At a quoted volume of 82L, and with one of the narrowest tails, it was no surprise that the Grip felt one of the smallest boards on test. What was impressive though was how balanced and controlled it felt underfoot, even when underwater, the flat deck and even volume distribution no doubt playing its part. Deliver the power and the Grip is keen to respond, releasing from the water smoothly and accelerating well. The straps are easy to locate and along with the deckpads provide excellent connection to the board. Cutting a clean, fast path through the water, it is incredibly well mannered and really enables the rider to settle into their preferred stance, feeling loose yet composed at all times.

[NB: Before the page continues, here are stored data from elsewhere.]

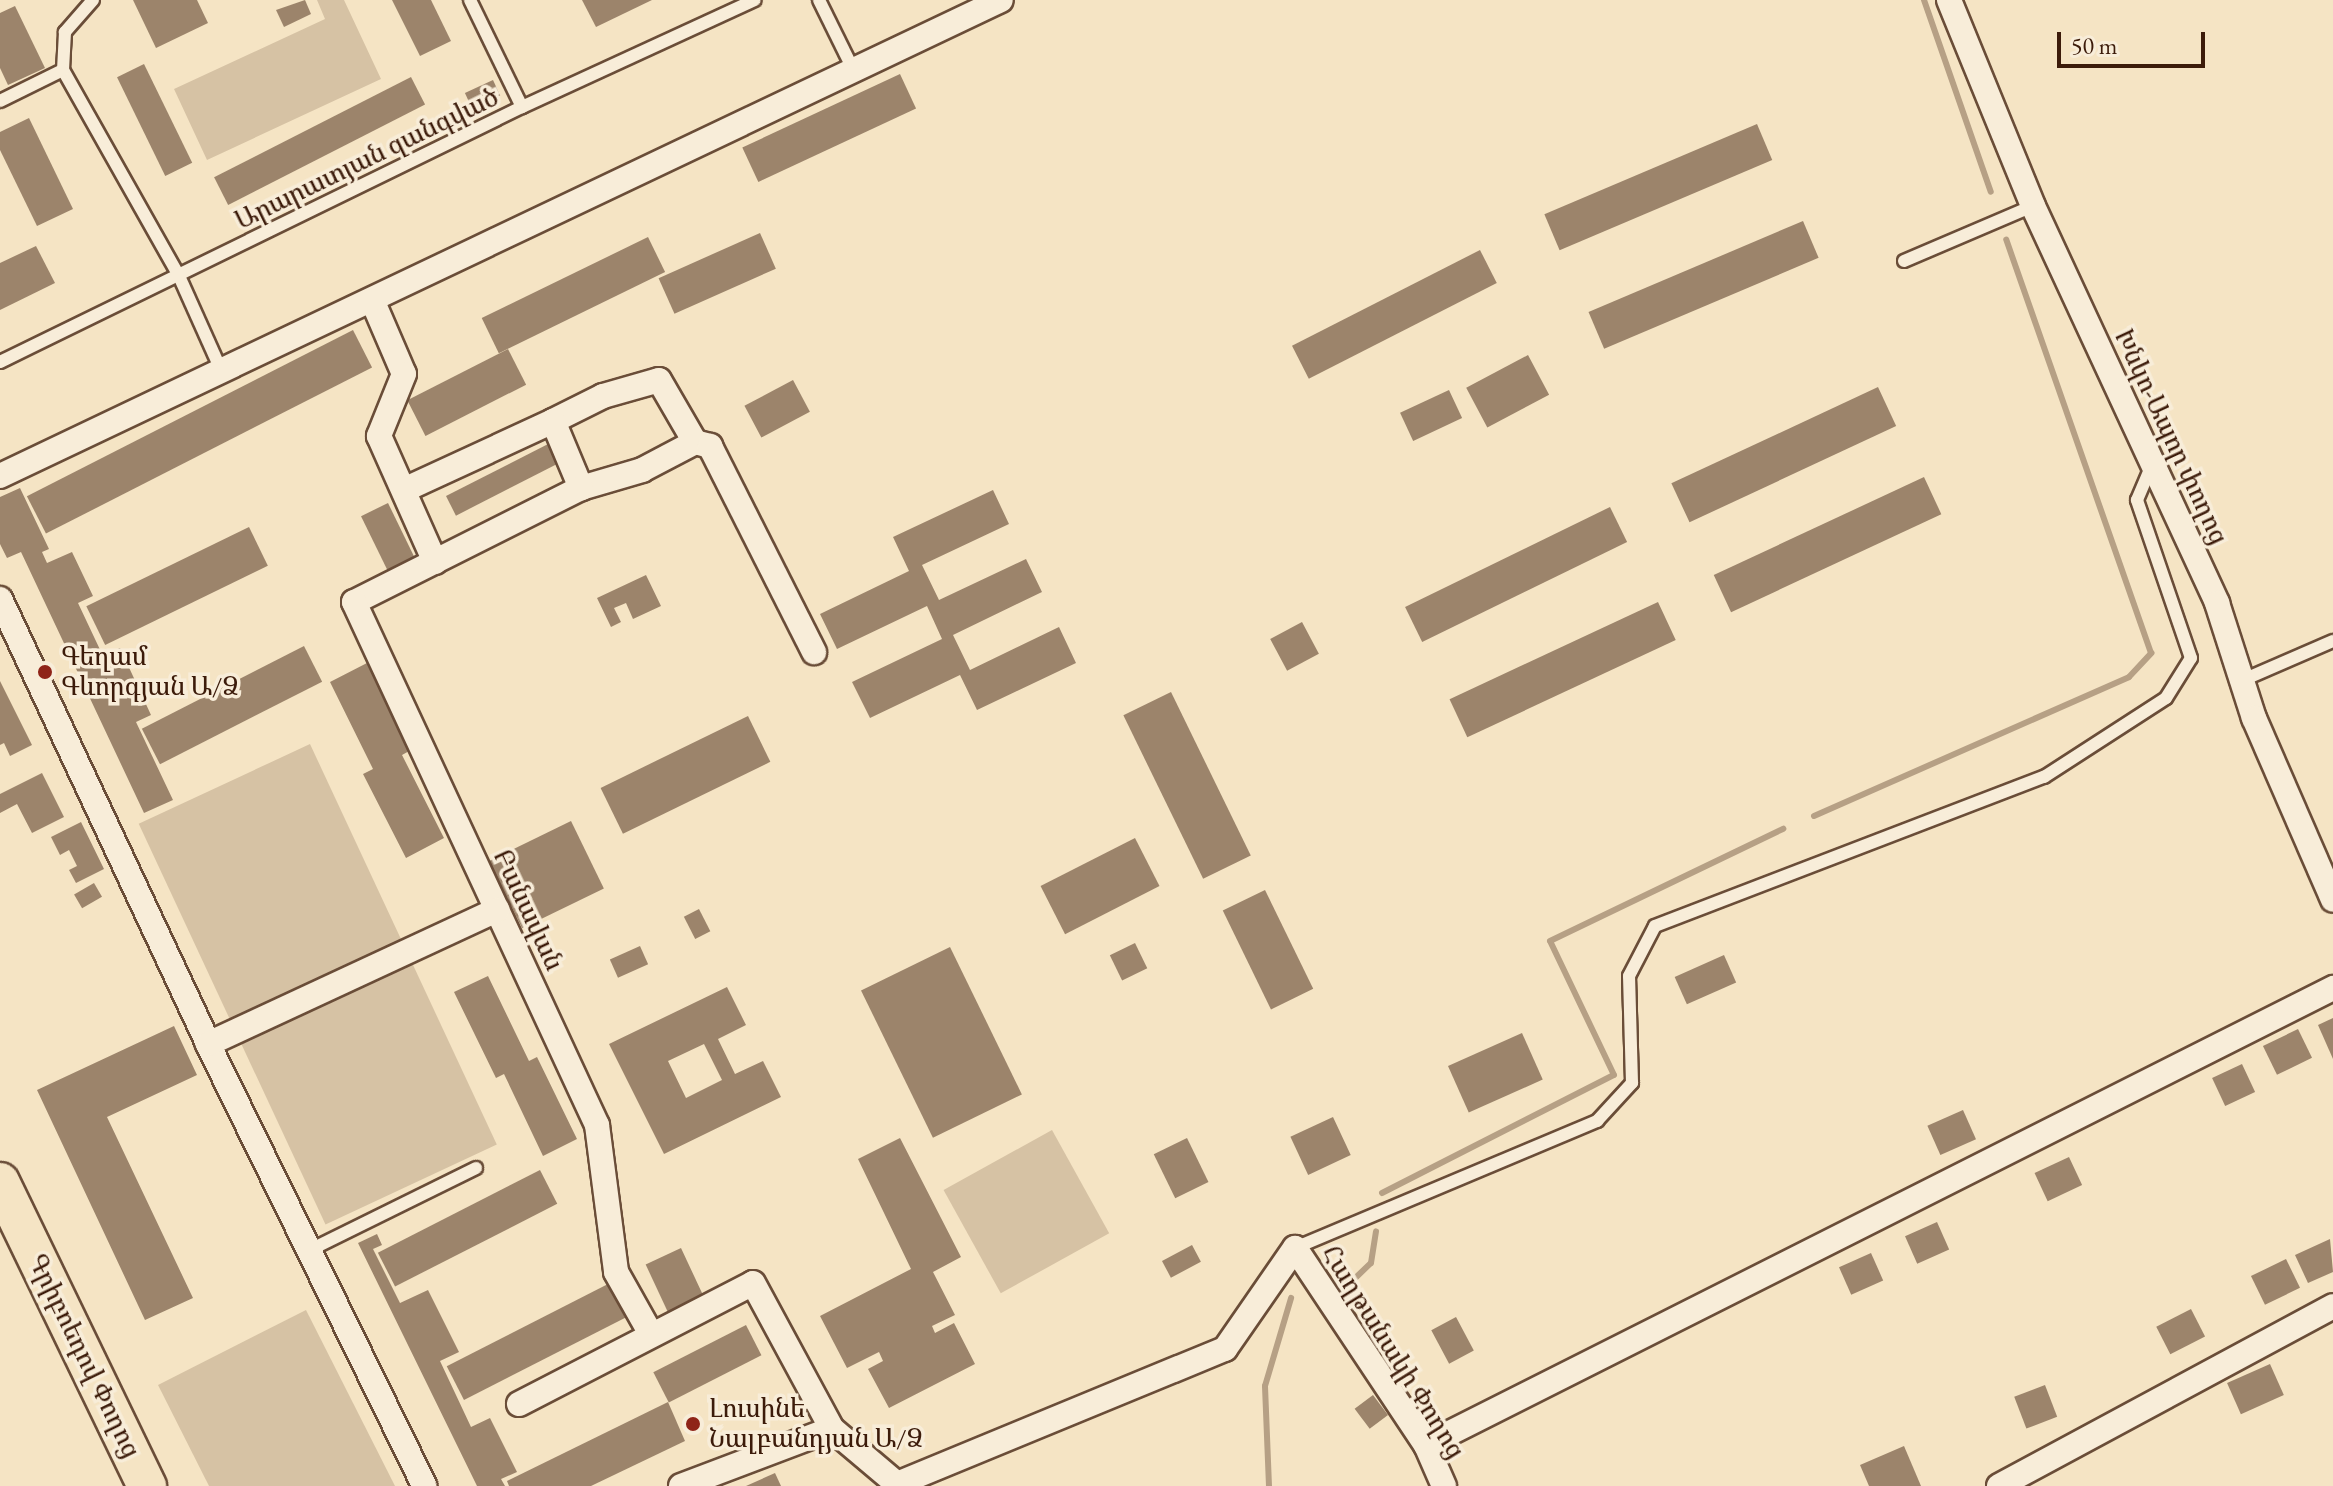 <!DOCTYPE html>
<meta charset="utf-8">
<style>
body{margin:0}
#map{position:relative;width:2333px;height:1486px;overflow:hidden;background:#f5e4c4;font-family:"EB Garamond","Noto Serif Armenian",serif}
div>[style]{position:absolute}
.green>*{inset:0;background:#d6c2a4;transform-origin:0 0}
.stream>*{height:6px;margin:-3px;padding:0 3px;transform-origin:3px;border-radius:3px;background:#b6a085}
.building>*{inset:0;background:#9c846b;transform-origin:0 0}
.roads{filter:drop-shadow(2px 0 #6a4d38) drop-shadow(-2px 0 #6a4d38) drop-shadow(0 2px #6a4d38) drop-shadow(0 -2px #6a4d38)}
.lane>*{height:12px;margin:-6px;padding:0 6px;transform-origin:6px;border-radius:6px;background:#f8edd9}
.street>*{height:24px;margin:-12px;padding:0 12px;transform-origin:12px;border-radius:12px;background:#f8edd9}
.primary>*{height:38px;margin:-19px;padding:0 19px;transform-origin:19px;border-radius:19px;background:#f5e4c4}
.dots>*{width:22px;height:22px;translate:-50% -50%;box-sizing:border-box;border:4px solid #f8edd9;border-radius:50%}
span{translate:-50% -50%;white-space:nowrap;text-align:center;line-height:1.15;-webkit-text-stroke:7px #f8edd9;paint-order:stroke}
.street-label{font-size:26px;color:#3c1b0a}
.poi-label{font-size:26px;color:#3c1b0a}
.left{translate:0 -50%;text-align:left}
.scale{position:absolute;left:2057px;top:32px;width:148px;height:36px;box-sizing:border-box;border:4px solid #3c1b0a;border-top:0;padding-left:10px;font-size:24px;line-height:28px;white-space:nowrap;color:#3c1b0a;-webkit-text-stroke:6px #f8edd9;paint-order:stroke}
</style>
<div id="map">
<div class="green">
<i style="clip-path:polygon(317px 0,344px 0,381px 79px,207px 160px,174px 89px,325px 19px)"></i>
<i style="left:310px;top:744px;width:442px;height:189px;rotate:65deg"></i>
<i style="left:1052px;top:1130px;width:118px;height:124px;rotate:61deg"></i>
<i style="clip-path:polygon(306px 1310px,395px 1486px,209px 1486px,158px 1385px)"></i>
</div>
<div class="stream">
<i style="left:1924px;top:0;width:203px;rotate:70.8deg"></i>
<i style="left:1814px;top:816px;width:344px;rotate:-23.8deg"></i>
<i style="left:2129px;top:677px;width:33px;rotate:-47deg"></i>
<i style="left:2151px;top:653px;width:438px;rotate:-109.3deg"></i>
<i style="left:1382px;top:1193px;width:260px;rotate:-27deg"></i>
<i style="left:1614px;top:1075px;width:148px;rotate:-115.5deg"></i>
<i style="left:1550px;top:941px;width:259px;rotate:-25.7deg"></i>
<i style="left:1347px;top:1286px;width:33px;rotate:-44deg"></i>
<i style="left:1371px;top:1263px;width:32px;rotate:-81deg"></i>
<i style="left:1269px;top:1486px;width:100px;rotate:-92.3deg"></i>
<i style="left:1265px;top:1386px;width:92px;rotate:-73.5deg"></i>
</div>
<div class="building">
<i style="clip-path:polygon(133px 0,197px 0,208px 23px,156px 48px)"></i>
<i style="clip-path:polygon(305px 0,311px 14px,284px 27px,276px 10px)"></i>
<i style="clip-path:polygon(392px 0,431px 0,451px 41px,420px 56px)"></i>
<i style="clip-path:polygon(582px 0,652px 0,596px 27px)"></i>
<i style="clip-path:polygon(15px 6px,45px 68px,8px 85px,0 68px,0 13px)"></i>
<i style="left:144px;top:64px;width:110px;height:30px;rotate:64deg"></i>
<i style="left:900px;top:74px;width:38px;height:174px;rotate:65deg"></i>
<i style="left:411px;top:77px;width:31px;height:221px;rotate:63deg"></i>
<i style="left:493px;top:80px;width:17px;height:31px;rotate:65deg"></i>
<i style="clip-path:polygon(29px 118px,73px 209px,37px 226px,0 150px,0 132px)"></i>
<i style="left:1757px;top:124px;width:39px;height:231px;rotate:67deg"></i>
<i style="left:1803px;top:221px;width:40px;height:233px;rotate:67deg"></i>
<i style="left:760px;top:233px;width:39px;height:111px;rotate:66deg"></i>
<i style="left:648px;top:237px;width:39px;height:185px;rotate:64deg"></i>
<i style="clip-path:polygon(36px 246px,55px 283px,0 310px,0 263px)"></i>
<i style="left:1480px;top:250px;width:37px;height:211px;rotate:63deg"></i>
<i style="left:353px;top:330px;width:42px;height:366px;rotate:63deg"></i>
<i style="left:508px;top:349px;width:40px;height:113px;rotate:63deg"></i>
<i style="left:1528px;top:355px;width:45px;height:70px;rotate:62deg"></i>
<i style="left:793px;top:380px;width:36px;height:55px;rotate:62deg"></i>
<i style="left:1878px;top:387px;width:43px;height:228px;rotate:65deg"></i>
<i style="left:1449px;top:390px;width:31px;height:54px;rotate:65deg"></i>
<i style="left:552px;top:442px;width:22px;height:119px;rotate:63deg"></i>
<i style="left:1924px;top:477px;width:41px;height:232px;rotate:65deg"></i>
<i style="clip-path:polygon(20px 488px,49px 549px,42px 552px,47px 563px,72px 552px,93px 596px,78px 603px,103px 656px,120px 648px,151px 715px,136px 722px,173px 800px,144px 813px,21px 552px,7px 558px,0 544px,0 497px)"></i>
<i style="clip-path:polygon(993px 490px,1009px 524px,922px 565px,939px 600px,1026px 559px,1042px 592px,953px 635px,970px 670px,1059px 627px,1076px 663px,977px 710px,960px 675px,870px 718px,852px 682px,942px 639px,927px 606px,837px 649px,820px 614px,909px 571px,893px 537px)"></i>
<i style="left:388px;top:503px;width:60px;height:30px;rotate:64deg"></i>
<i style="left:1610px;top:507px;width:39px;height:228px;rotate:64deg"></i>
<i style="left:249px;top:527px;width:43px;height:181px;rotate:64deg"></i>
<i style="clip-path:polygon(646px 575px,661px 606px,633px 619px,626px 603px,614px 608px,621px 622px,611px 627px,597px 598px)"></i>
<i style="left:1658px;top:602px;width:42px;height:230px;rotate:65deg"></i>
<i style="left:1302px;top:622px;width:36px;height:36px;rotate:62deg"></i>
<i style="left:304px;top:646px;width:40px;height:182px;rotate:63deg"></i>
<i style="clip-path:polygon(367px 663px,411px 750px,402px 755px,444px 838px,406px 858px,363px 774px,373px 769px,330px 682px)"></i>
<i style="clip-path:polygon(0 681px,32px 745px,10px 756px,4px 743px,0 745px)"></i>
<i style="left:1171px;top:692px;width:182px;height:53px;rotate:64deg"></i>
<i style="left:748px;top:716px;width:51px;height:164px;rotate:64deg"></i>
<i style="clip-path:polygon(42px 773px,64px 817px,32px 833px,17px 804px,0 813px,0 794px)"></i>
<i style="left:571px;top:821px;width:75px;height:91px;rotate:64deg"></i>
<i style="clip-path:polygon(81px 822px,104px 869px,76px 883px,69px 870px,77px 866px,69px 850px,60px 855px,51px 837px)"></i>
<i style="left:1135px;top:838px;width:54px;height:106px;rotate:63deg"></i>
<i style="left:94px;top:883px;width:16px;height:23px;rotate:60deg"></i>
<i style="left:1265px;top:890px;width:110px;height:47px;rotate:64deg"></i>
<i style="left:699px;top:909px;width:25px;height:17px;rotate:63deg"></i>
<i style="left:1135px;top:943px;width:28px;height:28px;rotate:64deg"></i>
<i style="left:640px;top:946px;width:20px;height:33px;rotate:66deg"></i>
<i style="left:950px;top:947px;width:164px;height:99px;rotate:64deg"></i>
<i style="left:1724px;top:955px;width:30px;height:54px;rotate:66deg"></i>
<i style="clip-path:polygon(488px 976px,529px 1061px,537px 1057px,577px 1139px,543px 1156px,504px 1074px,496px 1078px,454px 992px)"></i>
<i style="clip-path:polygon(evenodd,727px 987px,746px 1025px,718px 1039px,735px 1074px,763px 1061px,781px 1097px,664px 1154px,609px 1044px,727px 987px,704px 1044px,722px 1080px,686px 1098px,668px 1061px,704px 1044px)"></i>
<i style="clip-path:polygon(2333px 1018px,2333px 1059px,2318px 1025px)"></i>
<i style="clip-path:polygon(174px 1026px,197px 1075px,107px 1117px,193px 1298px,145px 1320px,37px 1090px)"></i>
<i style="left:2298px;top:1029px;width:32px;height:39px;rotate:64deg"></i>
<i style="left:1522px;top:1033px;width:51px;height:81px;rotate:66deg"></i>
<i style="left:2242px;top:1064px;width:31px;height:33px;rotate:65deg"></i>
<i style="left:1963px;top:1110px;width:32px;height:39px;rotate:66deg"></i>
<i style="left:1333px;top:1117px;width:42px;height:47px;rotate:65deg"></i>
<i style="clip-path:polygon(900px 1138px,961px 1257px,933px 1272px,955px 1315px,932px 1326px,935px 1333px,954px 1323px,975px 1364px,889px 1408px,868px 1369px,883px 1361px,879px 1352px,847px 1368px,820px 1316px,911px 1269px,858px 1159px)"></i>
<i style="left:1187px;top:1138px;width:49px;height:37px;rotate:64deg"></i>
<i style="left:2069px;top:1157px;width:31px;height:38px;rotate:65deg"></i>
<i style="left:540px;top:1170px;width:38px;height:182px;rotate:63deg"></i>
<i style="left:1937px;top:1222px;width:30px;height:35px;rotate:66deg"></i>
<i style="clip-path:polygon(377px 1234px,382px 1245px,373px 1249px,400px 1303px,428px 1290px,459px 1352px,440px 1361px,471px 1427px,490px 1418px,517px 1472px,501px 1479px,505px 1486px,477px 1486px,358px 1243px)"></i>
<i style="clip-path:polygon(2330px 1239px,2333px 1272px,2308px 1283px,2295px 1255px)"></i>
<i style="left:1192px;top:1245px;width:19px;height:34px;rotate:62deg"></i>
<i style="left:681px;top:1248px;width:55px;height:39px;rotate:65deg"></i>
<i style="left:1871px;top:1253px;width:30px;height:35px;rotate:66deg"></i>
<i style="left:2286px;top:1259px;width:32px;height:39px;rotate:64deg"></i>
<i style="left:608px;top:1284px;width:38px;height:181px;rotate:63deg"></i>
<i style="left:2191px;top:1309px;width:31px;height:39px;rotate:63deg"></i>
<i style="left:1456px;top:1317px;width:38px;height:28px;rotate:62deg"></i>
<i style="left:746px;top:1325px;width:34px;height:104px;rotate:63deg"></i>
<i style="left:2270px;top:1364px;width:34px;height:47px;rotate:66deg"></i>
<i style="left:2045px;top:1385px;width:34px;height:33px;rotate:69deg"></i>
<i style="left:1373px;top:1395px;width:25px;height:23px;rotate:53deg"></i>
<i style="clip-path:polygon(668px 1402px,685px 1441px,591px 1486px,509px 1486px,507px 1481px)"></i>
<i style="clip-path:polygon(1904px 1446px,1921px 1486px,1869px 1486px,1860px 1465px)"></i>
<i style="clip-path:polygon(775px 1473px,781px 1486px,746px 1486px)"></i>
</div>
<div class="roads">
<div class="lane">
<i style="left:93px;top:0;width:43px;rotate:131.2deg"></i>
<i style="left:65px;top:32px;width:38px;rotate:93deg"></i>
<i style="left:63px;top:70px;width:236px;rotate:60.6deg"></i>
<i style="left:179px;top:276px;width:105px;rotate:65.9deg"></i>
<i style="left:470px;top:0;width:119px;rotate:64.1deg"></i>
<i style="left:819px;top:0;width:79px;rotate:63.8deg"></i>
<i style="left:0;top:101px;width:70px;rotate:-26.2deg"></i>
<i style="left:1904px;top:261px;width:140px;rotate:-23.1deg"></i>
<i style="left:0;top:362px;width:581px;rotate:-26.04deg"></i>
<i style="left:522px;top:107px;width:256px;rotate:-24.7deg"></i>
<i style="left:2245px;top:679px;width:96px;rotate:-23.4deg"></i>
<i style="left:1295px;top:1248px;width:328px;rotate:-22.8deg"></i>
<i style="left:1597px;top:1121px;width:52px;rotate:-47.4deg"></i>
<i style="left:1632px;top:1083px;width:107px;rotate:-91.6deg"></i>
<i style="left:1629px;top:976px;width:56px;rotate:-62.5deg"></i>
<i style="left:1655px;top:926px;width:417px;rotate:-21deg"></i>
<i style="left:2044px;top:777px;width:145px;rotate:-32.9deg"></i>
<i style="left:2166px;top:698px;width:47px;rotate:-58deg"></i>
<i style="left:2191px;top:658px;width:167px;rotate:-108.9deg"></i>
<i style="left:2137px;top:500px;width:38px;rotate:-67deg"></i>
<i style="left:312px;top:1249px;width:183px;rotate:-26.3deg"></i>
</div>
<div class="street">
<i style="left:1949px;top:0;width:222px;rotate:67.8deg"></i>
<i style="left:2033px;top:206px;width:438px;rotate:65.1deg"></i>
<i style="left:2217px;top:603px;width:121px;rotate:72.2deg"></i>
<i style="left:2254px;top:718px;width:198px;rotate:66.5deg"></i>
<i style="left:373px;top:302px;width:78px;rotate:66.7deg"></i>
<i style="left:404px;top:374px;width:67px;rotate:112deg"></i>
<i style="left:379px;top:436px;width:138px;rotate:66deg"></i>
<i style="left:553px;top:421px;width:56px;rotate:-26.6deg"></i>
<i style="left:603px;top:396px;width:58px;rotate:-15.9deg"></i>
<i style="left:659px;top:380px;width:72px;rotate:59.9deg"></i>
<i style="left:0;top:476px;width:1108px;rotate:-25.43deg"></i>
<i style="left:581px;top:488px;width:64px;rotate:-16.4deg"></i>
<i style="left:642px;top:470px;width:60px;rotate:-27.8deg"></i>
<i style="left:695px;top:442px;width:16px;rotate:15deg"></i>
<i style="left:710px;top:446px;width:231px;rotate:63.2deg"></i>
<i style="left:404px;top:490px;width:164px;rotate:-24.8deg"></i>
<i style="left:553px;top:421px;width:73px;rotate:67.3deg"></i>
<i style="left:581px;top:488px;width:254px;rotate:153.3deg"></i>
<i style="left:354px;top:602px;width:577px;rotate:65.08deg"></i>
<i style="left:597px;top:1125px;width:148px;rotate:82.6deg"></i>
<i style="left:616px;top:1272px;width:71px;rotate:60.6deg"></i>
<i style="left:0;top:599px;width:491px;rotate:64.9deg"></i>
<i style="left:208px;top:1044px;width:492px;rotate:63.9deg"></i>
<i style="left:208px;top:1044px;width:319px;rotate:-24.9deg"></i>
<i style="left:519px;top:1404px;width:263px;rotate:-27.3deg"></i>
<i style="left:753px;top:1283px;width:166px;rotate:61.6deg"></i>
<i style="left:832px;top:1429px;width:85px;rotate:40.2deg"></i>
<i style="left:897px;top:1484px;width:355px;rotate:-22.4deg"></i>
<i style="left:1225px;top:1349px;width:123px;rotate:-55.3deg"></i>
<i style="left:1295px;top:1248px;width:237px;rotate:56.4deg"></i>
<i style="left:1426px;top:1445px;width:45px;rotate:66.3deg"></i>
<i style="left:1426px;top:1445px;width:1016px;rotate:-26.74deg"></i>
<i style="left:681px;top:1486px;width:161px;rotate:-20.7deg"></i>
<i style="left:1999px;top:1486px;width:379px;rotate:-28.3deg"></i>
</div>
<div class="primary">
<i style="left:0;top:1182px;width:338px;rotate:64.2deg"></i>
</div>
</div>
<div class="dots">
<i style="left:45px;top:672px;background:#8f2418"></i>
<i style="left:693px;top:1424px;background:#8f2418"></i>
</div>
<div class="street-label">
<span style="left:367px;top:159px;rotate:-26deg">Արարատյան զանգված</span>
<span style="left:2171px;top:437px;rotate:65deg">Խնկո-Ապոր փողոց</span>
<span style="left:528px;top:910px;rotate:65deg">Բանավան</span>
<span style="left:1393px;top:1352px;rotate:58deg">Հաղթանակի Փողոց</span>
<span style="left:84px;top:1356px;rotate:64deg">Գրիբոեդով Փողոց</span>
</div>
<div class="poi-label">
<span class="left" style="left:61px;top:672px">Գեղամ<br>Գևորգյան Ա/Ձ</span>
<span class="left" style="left:709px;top:1424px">Լուսինե<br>Նալբանդյան Ա/Ձ</span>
</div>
<div class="scale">50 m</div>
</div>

Set up with the supplied quad fins, the Grip sits with its tail lower and more connected to the water. It was a real gem to use in cross shore to cross off waves, the connection and drive through the tail of the board almost accelerating it at will back up the face, before the narrow tail made it easy to redirect at the apex. For variable, tidal UK conditions however (and unanimously amongst the test team), we found the Grip more auspicious as a thruster. We set it up using the two side fins supplied and an 18cm central fin, (Fanatic can supply an MFC thruster set as an optional extra). As a result, it had noticeably more drive, the tail sitting higher in the water – better for more marginal winds and heavier riders. On the wave it seems to glide through the turn, balanced through both front and back foot, and keeps its speed effortlessly, allowing the pilot to keep driving to get impossibly vertical. It’s a fantastic all-rounder – with the capacity to adapt to any riding style, it is both easy to use and practical, with an appetite to charge and carve up any face.
Possessing all the magic we recall of the TriWave last year, the Grip 82 provides the extra dimension and versatility of being set up as a quad. Comfortable in any coastal environment, it was a delight to use on a wave and became a strong favourite amongst the team.